Students whose reading instruction at school relates to their daily lives and appeals to their personal interests are making the choice to read and are performing better than less engaged students, according to the latest Progress in International Reading Literacy Study (PIRLS). PIRLS is an international assessment of fourth grade reading comprehension that is conducted every four years. The International Association for the Evaluation of Educational Achievement (IEA) published the results for the most recent administration in December. The latest PIRLS collected information regarding the construct of student engagement for the first time. The report's authors indicate that student engagement focuses on the importance of the learning activity that brings the student and the content together (Mullis, Martin, Foy, & Drucker, 2012).

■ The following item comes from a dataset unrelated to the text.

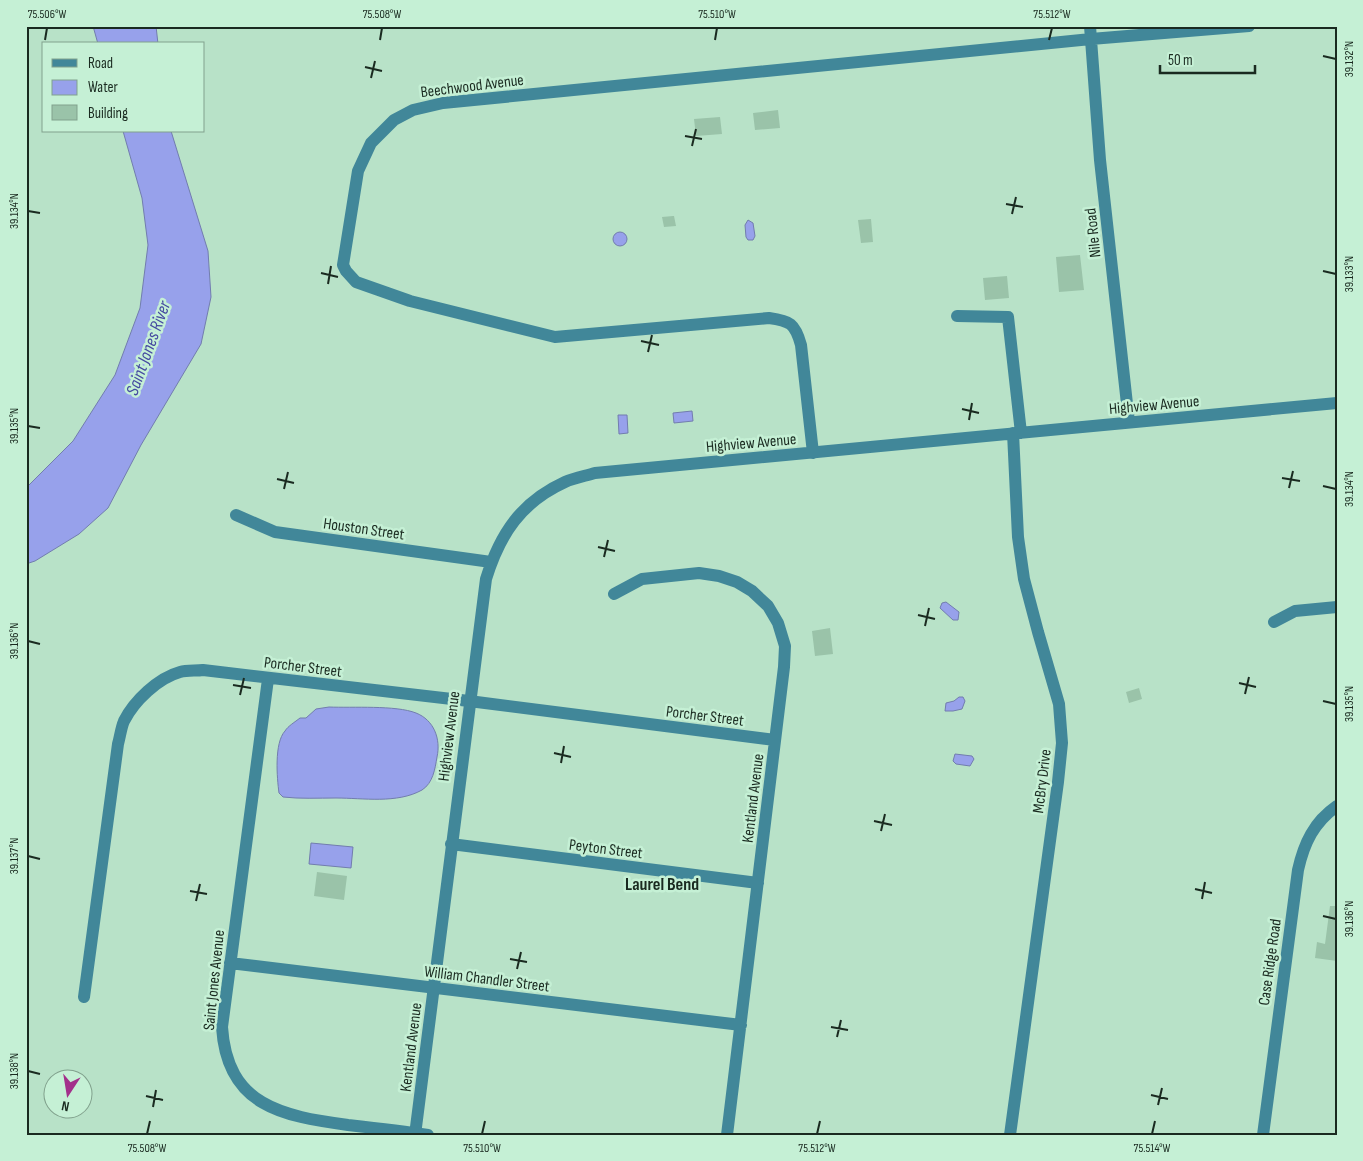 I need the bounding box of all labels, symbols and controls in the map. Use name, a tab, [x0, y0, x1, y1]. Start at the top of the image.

While reading is required for many school related activities, it is also something students can choose to do or not, according to the authors of a research review on students' engagement in reading and how classroom instructional practices influence reading engagement. In building a model that describes how instruction, motivation, engagement, and achievement are related, the authors assert that the effects of instructional practices on student reading outcomes are mediated by engagement. (Guthrie, Wigfield, You, 2012). 

That is, classroom contexts only affect student reading outcomes to the extent that they produce high levels of student engagement for reading.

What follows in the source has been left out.